[Task details] Look below for the line that contains "M 103,26 L 100,32 L 96,33 L 97,31 Z", then copy it and each following line exactly, through and including the line that contains "M 664,618 L 662,624 L 649,638 L 651,632 Z".

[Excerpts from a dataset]
________________________

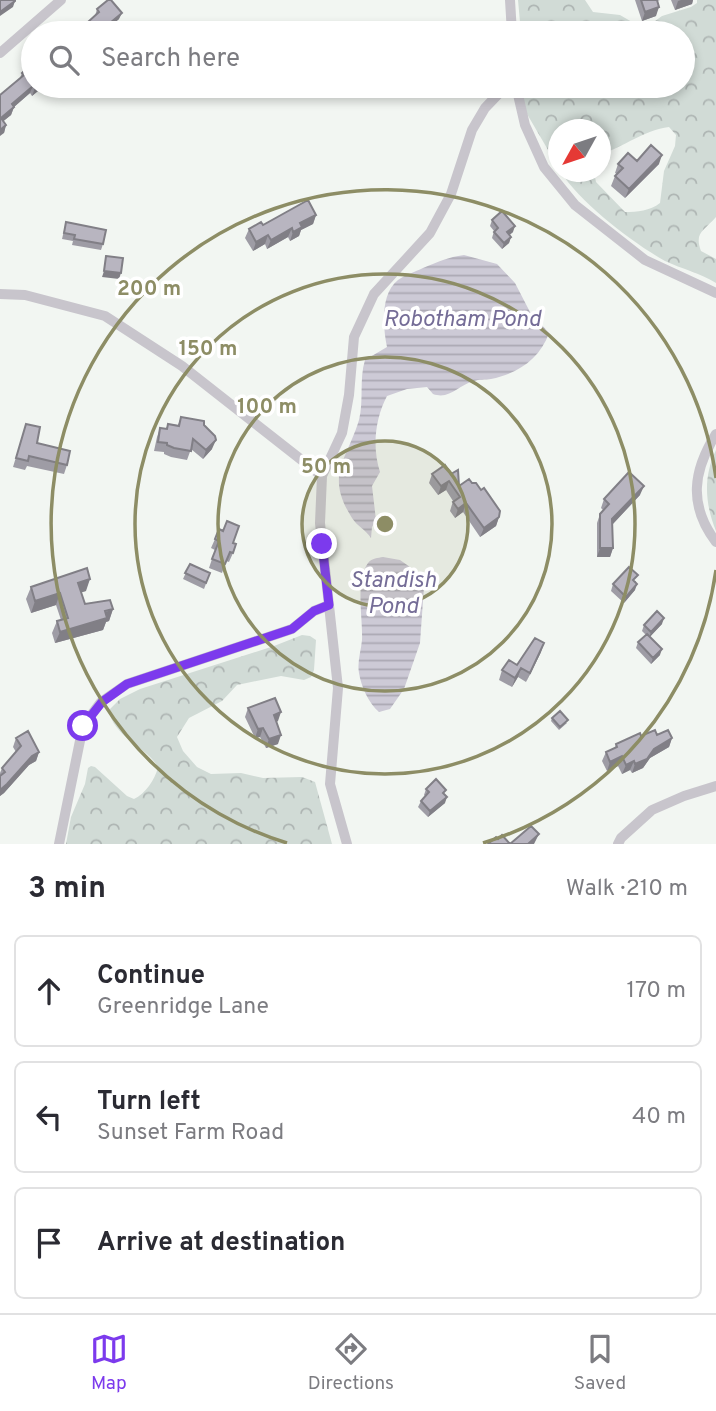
<!DOCTYPE html>
<html lang="en">
<head>
<meta charset="utf-8">
<style>
  :root { --surface:#fff; --page:#f2f2f3; --text:#2b2b33; --muted:#7c7c81; --line:#e1e1e2; --accent:#7c3aed }
  body { margin:0; font-family:Overpass,sans-serif; background:var(--page); color:var(--text) }
  .compass { position:absolute; left:548px; top:119px; width:63px; height:63px; border-radius:50%; background:var(--surface); box-shadow:0 4px 10px #0003; rotate:230deg }
  .stop { position:absolute; width:21px; height:21px; margin:-16px; border:5px solid #7c3aed; border-radius:50%; background:#fff }
  .stop.end { background:#7c3aed; border-color:#fff; box-shadow:0 2px 7px #0008 }
  .list { margin:0; padding:0; list-style:none }
  h2 { display:flex; justify-content:space-between; align-items:center; height:91px; margin:0; padding:0 28px; font-size:30px }
  h2 small { font-size:23px; font-weight:400; color:var(--muted) }
  .list li { display:grid; grid-template-columns:46px 1fr auto; gap:21px; align-items:center; box-sizing:border-box; height:112px; margin:0 14px 14px; padding:0 14px; border:2px solid var(--line); border-radius:10px }
  .list b { display:block; font-size:26px; white-space:nowrap }
  .list p { margin:0; font-size:23px; white-space:nowrap; color:var(--muted) }
  .list em { font-size:23px; font-style:normal; color:var(--muted) }
  .icon { flex:none; width:38px; height:38px; fill:none; stroke:currentColor; stroke-width:2; stroke-linecap:round; stroke-linejoin:round }
  .map { position:relative; flex:none; width:716px; height:844px; overflow:hidden }
  .search { position:absolute; background:var(--surface); box-shadow:0 4px 10px #0003; left:21px; right:21px; top:21px; height:77px; display:flex; align-items:center; gap:18px; box-sizing:border-box; padding:0 24px; border-radius:38px; color:var(--muted); font-size:26px }
  .sheet { height:469px; background:var(--surface) }
  nav { display:flex; justify-content:space-around; align-items:center; box-sizing:border-box; height:98px; border-top:2px solid var(--line); background:var(--surface); font-size:19px; color:var(--muted) }
  nav a { display:grid; justify-items:center; gap:4px }
  nav .on { color:var(--accent) }
  .map>svg:first-child { display:block }
  .forest { fill:url(#forest-crowns) }
  .water { fill:url(#water-rules) }
  .lines { fill:none; stroke-linecap:round; stroke-linejoin:round }
  .street { stroke:#c8c5cc; stroke-width:10 }
  .wall { fill:#9e9ca5 }
  .shaded-wall { fill:#817f86 }
  .building { fill:#b8b5c0; stroke:#817f86; stroke-width:2 }
  .route { stroke:#7c3aed; stroke-width:9 }
  .ring { fill:none; stroke:#8d8d65; stroke-width:3.5 }
  .labels { text-anchor:middle; dominant-baseline:central; stroke-width:7; stroke-linejoin:round; paint-order:stroke }
  .water-label { font-size:23px; font-style:italic; fill:#756d97; stroke:#fff }
  .centre { fill:#8d8d65; stroke:#fff; stroke-width:3.5 }
  .ring-label { font-size:21px; text-anchor:middle; font-weight:bold; fill:#8d8d65; stroke:#fff; stroke-width:7; stroke-linejoin:round; paint-order:stroke }
</style>
</head>
<body>
<div class="map">
<svg width="716" height="844" viewBox="0 0 716 844">
  <defs>
    <pattern id="forest-crowns" width="20" height="18" patternUnits="userSpaceOnUse" patternTransform="scale(1.75)"><rect width="20" height="18" fill="#d1dbd6"/><path d="M2 6a3 3 0 1 1 6 0M12 15a3 3 0 1 1 6 0" fill="none" stroke="#aeb5b3"/></pattern>
    <pattern id="water-rules" width="6" height="5" patternUnits="userSpaceOnUse" patternTransform="scale(1.75)"><rect width="6" height="5" fill="#cdcad6"/><path d="M0 2.5h6" fill="none" stroke="#aba8b3"/></pattern>
  </defs>
  <rect width="100%" height="100%" fill="#f2f6f2"/>
  <path class="forest" d="M 518,0 L 585,0 L 593,12 L 620,15 L 644,29 L 662,16 L 691,7 L 697,3 L 697,0 L 716,0 L 716,217 C 704,231 694,232 701,251 L 716,259 L 716,283 C 700,273 682,269 665,261 C 633,243 580,203 561,172 L 594,172 L 596,182 L 625,212 C 637,212 650,211 660,203 L 664,171 L 675,146 L 676,135 L 669,127 C 644,130 624,147 601,154 L 600,130 L 558,130 L 558,167 L 520,102 L 516,86 L 683,86 L 683,33 L 521,33 Z
    M 716,450 L 716,531 C 705,504 703,477 716,450 Z
    M 302,635 L 310,636 L 316,640 L 314,670 L 311,677 L 304,680 L 281,676 L 237,685 L 222,701 L 189,718 L 177,737 L 183,751 L 197,767 L 211,774 L 241,773 L 263,778 L 302,777 L 315,782 L 332,844 L 66,844 L 71,817 L 85,784 L 88,768 L 91,766 L 95,767 L 127,796 L 134,799 C 145,794 155,780 158,767 C 146,746 113,737 109,710 L 120,699 L 140,689 L 274,646 Z"/>
  <path class="water" d="M 464,255 L 497,264 L 515,283 L 530,312 L 549,333 C 540,359 517,374 491,379 C 485,380 479,379 474,381 C 458,385 450,400 433,394 L 427,387 L 407,389 L 387,396 C 375,419 372,447 380,472 L 372,486 L 376,520 L 372,527 L 371,538 C 366,530 357,526 352,518 C 325,475 346,462 359,420 C 364,401 359,379 365,360 L 387,347 C 383,328 380,294 398,280 C 405,275 415,272 423,268 C 438,262 448,257 464,255 Z
    M 383,557 L 400,560 L 410,567 L 424,587 L 420,643 L 404,689 L 390,709 L 379,712 C 369,704 361,686 359,673 C 357,662 361,651 362,640 C 363,618 355,581 368,563 C 372,558 378,558 383,557 Z"/>
  <g class="lines">
    <path class="street" d="M 510,0 L 512,33
      M 0,53 L 61,0
      M 516,86 L 525,125 L 544,167 L 575,205 L 645,260 L 716,293
      M 0,294 L 25,295 L 105,316 L 182,366 L 322,476
      M 716,434 C 693,471 688,505 716,542
      M 59,844 L 83,726 L 101,702 L 127,684 L 292,629 L 314,611 L 329,605
      M 347,844 L 330,784 L 338,688 L 320,523 L 322,476 L 342,433 L 349,395 L 354,337 L 374,294 L 430,233 L 451,194 L 472,130 L 485,108 L 506,86
      M 618,844 L 621,838 L 652,810 L 684,796 L 716,786"/>
  </g>
  <path class="wall" d="M 635,0 L 660,0 L 657,1 L 656,16 L 642,21 Z
    M 671,0 L 693,0 L 692,4 L 675,10 Z
    M 97,9 L 119,19 L 103,33 L 100,32 L 99,33 L 92,33 L 87,27 L 89,21 L 95,16 Z
    M 22,73 L 33,86 L 44,86 L 32,96 L 30,93 L 14,107 L 11,115 L 3,121 L 6,125 L 4,133 L 0,95 L 20,78 Z
    M 269,86 L 284,86 L 273,93 Z
    M 637,161 L 659,164 L 625,198 L 611,186 L 615,176 L 617,174 L 615,173 L 618,164 Z
    M 316,215 L 313,224 L 301,230 L 299,236 L 290,241 L 288,237 L 267,249 L 265,244 L 253,251 L 245,238 L 249,229 Z
    M 492,220 L 513,232 L 509,235 L 511,237 L 509,243 L 502,249 L 492,238 L 494,231 L 490,226 Z
    M 66,222 L 103,244 L 101,250 L 72,245 L 73,241 L 62,239 Z
    M 181,417 L 204,425 L 212,449 L 203,459 L 191,449 L 187,460 L 171,457 L 164,454 L 164,452 L 154,451 L 157,437 L 160,428 L 166,429 L 168,424 L 178,425 Z
    M 26,424 L 37,443 L 67,465 L 64,474 L 27,466 L 25,470 L 13,467 Z
    M 432,474 L 459,486 L 499,517 L 496,526 L 480,537 L 463,512 L 455,518 L 450,511 L 453,501 L 446,490 L 438,495 L 429,483 Z
    M 640,495 L 613,524 L 613,548 L 610,557 L 597,557 L 597,523 L 600,514 L 603,510 L 601,508 L 604,499 Z
    M 215,539 L 233,543 L 233,553 L 229,562 L 226,561 L 222,573 L 209,568 L 215,550 L 211,548 Z
    M 190,564 L 210,573 L 204,589 L 183,579 Z
    M 636,581 L 635,590 L 624,603 L 611,591 L 613,584 Z
    M 31,587 L 86,591 L 81,592 L 85,604 L 113,609 L 109,621 L 106,622 L 103,630 L 55,643 L 52,633 L 57,621 L 61,620 L 56,605 L 31,613 L 26,599 Z
    M 662,624 L 649,637 L 660,655 L 651,664 L 636,648 L 638,642 L 646,635 L 642,631 L 644,625 Z
    M 541,652 L 526,682 L 518,677 L 512,687 L 499,680 L 502,670 L 517,665 Z
    M 248,708 L 278,721 L 276,722 L 278,744 L 266,748 L 260,737 L 255,738 L 245,717 Z
    M 552,718 L 567,723 L 559,730 L 551,721 Z
    M 657,735 L 672,738 L 669,747 L 650,758 L 643,768 L 632,773 L 630,770 L 622,774 L 618,766 L 607,771 L 602,761 L 606,752 L 615,748 L 616,744 L 641,736 Z
    M 16,738 L 39,752 L 36,761 L 29,765 L 4,793 L 0,796 L 0,773 L 2,768 L 16,752 L 13,747 Z
    M 426,789 L 445,795 L 445,803 L 428,817 L 418,807 L 421,801 L 425,796 L 424,795 Z"/>
  <path class="shaded-wall" d="M 681,0 L 693,0 L 692,4 L 675,10 L 678,1 Z
    M 15,1 L 13,7 L 0,16 L 0,12 Z
    M 659,7 L 656,16 L 642,21 L 645,12 Z
    M 122,13 L 119,19 L 102,33 L 104,28 Z
    M 103,26 L 100,32 L 96,33 L 97,31 Z
    M 33,85 L 30,93 L 14,107 L 11,115 L 0,124 L 1,118 L 12,104 Z
    M 38,86 L 44,86 L 32,96 L 35,88 Z
    M 276,86 L 284,86 L 273,93 Z
    M 6,125 L 4,133 L 0,136 L 0,130 Z
    M 662,155 L 659,164 L 625,198 L 629,189 Z
    M 316,215 L 313,224 L 301,230 L 299,236 L 290,241 L 293,232 L 300,223 Z
    M 515,226 L 513,232 L 505,239 L 507,232 Z
    M 292,228 L 288,237 L 267,249 L 271,240 Z
    M 268,235 L 265,244 L 253,251 L 256,242 Z
    M 511,237 L 509,243 L 502,249 L 504,243 Z
    M 104,271 L 121,273 L 119,279 L 102,277 Z
    M 216,440 L 212,449 L 203,459 L 206,450 Z
    M 449,481 L 446,490 L 438,495 L 441,486 Z
    M 644,486 L 640,495 L 609,528 L 612,519 Z
    M 466,503 L 463,512 L 455,518 L 458,509 Z
    M 499,517 L 496,526 L 480,537 L 484,528 Z
    M 600,548 L 613,548 L 610,557 L 597,557 Z
    M 90,579 L 86,591 L 73,595 L 78,583 Z
    M 637,584 L 635,590 L 624,603 L 626,597 Z
    M 60,593 L 56,605 L 31,613 L 35,601 Z
    M 113,609 L 109,621 L 106,622 L 103,630 L 55,643 L 60,632 Z
    M 664,618 L 662,624 L 649,638 L 651,632 Z
    M 544,643 L 541,652 L 526,682 L 530,673 Z
    M 662,649 L 660,655 L 651,664 L 653,658 Z
    M 521,668 L 518,677 L 512,687 L 515,678 Z
    M 281,712 L 278,721 L 270,724 L 274,715 Z
    M 263,728 L 260,737 L 255,738 L 258,729 Z
    M 281,735 L 278,744 L 266,748 L 269,739 Z
    M 672,738 L 669,747 L 650,758 L 643,768 L 632,773 L 635,764 L 654,749 Z
    M 39,752 L 36,761 L 29,765 L 4,793 L 0,796 L 0,790 L 32,756 Z
    M 622,756 L 618,766 L 607,771 L 610,762 Z
    M 634,761 L 630,770 L 622,774 L 626,765 Z
    M 447,797 L 445,803 L 428,817 L 430,811 Z
    M 539,834 L 534,844 L 528,844 Z"/>
  <path class="building" d="M 0,0 L 15,0 L 15,1 L 0,12 Z
    M 108,0 L 111,0 L 122,13 L 104,28 L 103,26 L 97,31 L 89,21 L 99,12 L 97,9 Z
    M 641,0 L 657,0 L 659,7 L 645,12 Z
    M 33,63 L 33,86 L 12,104 L 14,107 L 1,118 L 6,125 L 0,130 L 0,95 L 24,75 L 22,73 Z
    M 651,145 L 662,155 L 629,189 L 615,176 L 623,168 L 618,164 L 628,153 L 637,161 Z
    M 308,200 L 316,215 L 300,223 L 302,227 L 293,232 L 292,228 L 271,240 L 268,235 L 256,242 L 249,229 L 261,222 L 263,225 Z
    M 502,211 L 515,226 L 507,232 L 511,237 L 504,243 L 494,232 L 498,228 L 492,220 Z
    M 66,222 L 106,230 L 103,244 L 74,239 L 75,235 L 64,233 Z
    M 106,256 L 123,258 L 121,273 L 104,271 Z
    M 181,417 L 204,421 L 204,425 L 215,436 L 216,440 L 206,450 L 193,439 L 191,451 L 174,448 L 167,445 L 167,443 L 158,442 L 160,428 L 167,429 L 168,424 L 179,426 Z
    M 26,424 L 40,427 L 37,443 L 70,451 L 67,465 L 29,456 L 28,461 L 16,458 Z
    M 445,465 L 451,474 L 458,470 L 459,486 L 469,479 L 472,483 L 476,483 L 481,490 L 484,488 L 500,511 L 499,517 L 484,528 L 466,503 L 458,509 L 453,502 L 460,497 L 449,481 L 441,486 L 432,474 Z
    M 629,472 L 644,486 L 612,519 L 613,548 L 600,548 L 600,514 L 609,504 L 604,499 Z
    M 227,521 L 239,526 L 233,543 L 236,544 L 233,553 L 230,552 L 225,564 L 212,559 L 219,541 L 215,539 L 219,529 L 223,531 Z
    M 190,564 L 210,573 L 206,583 L 185,573 Z
    M 629,567 L 638,575 L 633,580 L 637,584 L 626,597 L 613,584 Z
    M 87,568 L 90,579 L 78,583 L 85,604 L 110,600 L 113,609 L 105,611 L 107,618 L 60,632 L 57,621 L 68,618 L 60,593 L 35,601 L 31,587 Z
    M 657,611 L 664,618 L 651,632 L 644,625 Z
    M 647,634 L 662,649 L 653,658 L 638,642 Z
    M 535,638 L 544,643 L 530,673 L 521,668 L 515,678 L 502,670 L 509,660 L 517,665 Z
    M 275,698 L 281,712 L 274,715 L 281,735 L 269,739 L 263,728 L 258,729 L 248,708 Z
    M 560,711 L 568,720 L 560,727 L 552,718 Z
    M 655,730 L 657,735 L 668,730 L 672,738 L 654,749 L 647,759 L 635,764 L 634,761 L 626,765 L 622,756 L 610,762 L 606,752 L 617,747 L 616,744 L 640,733 L 641,736 Z
    M 28,731 L 39,752 L 32,756 L 7,784 L 0,790 L 0,776 L 5,772 L 2,768 L 21,746 L 16,738 Z
    M 436,779 L 446,790 L 443,793 L 447,797 L 430,811 L 421,801 L 429,792 L 426,789 Z
    M 531,826 L 539,834 L 528,844 L 488,844 L 496,837 L 498,839 L 502,835 L 510,844 Z"/>
  <g class="lines">
    <path class="route" d="M 83,726 L 102,702 L 127,684 L 292,629 L 314,611 L 329,605 L 322,544"/>
  </g>
  <circle cx="385" cy="524" r="83" fill="#8d8d65" fill-opacity=".12"/>
  <g class="ring">
    <circle cx="385" cy="524" r="83"/>
    <circle cx="385" cy="524" r="167"/>
    <circle cx="385" cy="524" r="250"/>
    <path d="M716 570A334 334 0 0 1 483 843M287 843A334 334 0 1 1 716 478"/>
  </g>
  <g class="labels">
    <g class="water-label">
      <text x="462" y="320">Robotham Pond</text>
      <text x="393" y="581">Standish<tspan x="393" dy="26">Pond</tspan></text>
    </g>
  </g>
  <circle cx="385" cy="524" r="10" class="centre"/>
  <g class="ring-label">
    <text x="149" y="295">200 m</text>
    <text x="208" y="355">150 m</text>
    <text x="267" y="413">100 m</text>
    <text x="326" y="473">50 m</text>
  </g>
</svg>
<svg class="compass" viewBox="-18 -18 36 36"><path d="M0-13l5 13h-10z" fill="#e53935"/><path d="M0 13l5-13h-10z" fill="#7c7c81"/></svg>
<div class="stop" style="left:83px;top:726px"></div>
<div class="stop end" style="left:322px;top:544px"></div>
<div class="search"><svg class="icon" aria-label="search" viewBox="0 0 24 24"><circle cx="10" cy="10" r="6"/><path d="M15 15l6 6"/></svg>Search here</div>
</div>
<section class="sheet">
<h2>3 min<small>Walk · 210 m</small></h2>
<ul class="list">
<li><svg class="icon" aria-label="ahead" viewBox="0 0 24 24"><path d="M12 20V5M6 11l6-6 6 6"/></svg><div><b>Continue</b><p>Greenridge Lane</p></div><em>170 m</em></li>
<li><svg class="icon" aria-label="left" viewBox="0 0 24 24"><path d="M17 20v-9H6M10 6l-5 5 5 5"/></svg><div><b>Turn left</b><p>Sunset Farm Road</p></div><em>40 m</em></li>
<li><svg class="icon" aria-label="arrive" viewBox="0 0 24 24"><path d="M6 21V4h12l-3 4 3 4H6"/></svg><div><b>Arrive at destination</b></div></li>
</ul>
</section>
<nav>
<a class="on"><svg class="icon" aria-label="map" viewBox="0 0 24 24"><path d="M3 6l6-2 6 2 6-2v14l-6 2-6-2-6 2zM9 4v14M15 6v14"/></svg>Map</a>
<a><svg class="icon" aria-label="directions" viewBox="0 0 24 24"><path d="M12 3l9 9-9 9-9-9zM9 14v-3h6M13 9l2 2-2 2"/></svg>Directions</a>
<a><svg class="icon" aria-label="saved" viewBox="0 0 24 24"><path d="M7 4h10v16l-5-4-5 4z"/></svg>Saved</a>
</nav>
</body>
</html>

________________________

[Task response]
    M 103,26 L 100,32 L 96,33 L 97,31 Z
    M 33,85 L 30,93 L 14,107 L 11,115 L 0,124 L 1,118 L 12,104 Z
    M 38,86 L 44,86 L 32,96 L 35,88 Z
    M 276,86 L 284,86 L 273,93 Z
    M 6,125 L 4,133 L 0,136 L 0,130 Z
    M 662,155 L 659,164 L 625,198 L 629,189 Z
    M 316,215 L 313,224 L 301,230 L 299,236 L 290,241 L 293,232 L 300,223 Z
    M 515,226 L 513,232 L 505,239 L 507,232 Z
    M 292,228 L 288,237 L 267,249 L 271,240 Z
    M 268,235 L 265,244 L 253,251 L 256,242 Z
    M 511,237 L 509,243 L 502,249 L 504,243 Z
    M 104,271 L 121,273 L 119,279 L 102,277 Z
    M 216,440 L 212,449 L 203,459 L 206,450 Z
    M 449,481 L 446,490 L 438,495 L 441,486 Z
    M 644,486 L 640,495 L 609,528 L 612,519 Z
    M 466,503 L 463,512 L 455,518 L 458,509 Z
    M 499,517 L 496,526 L 480,537 L 484,528 Z
    M 600,548 L 613,548 L 610,557 L 597,557 Z
    M 90,579 L 86,591 L 73,595 L 78,583 Z
    M 637,584 L 635,590 L 624,603 L 626,597 Z
    M 60,593 L 56,605 L 31,613 L 35,601 Z
    M 113,609 L 109,621 L 106,622 L 103,630 L 55,643 L 60,632 Z
    M 664,618 L 662,624 L 649,638 L 651,632 Z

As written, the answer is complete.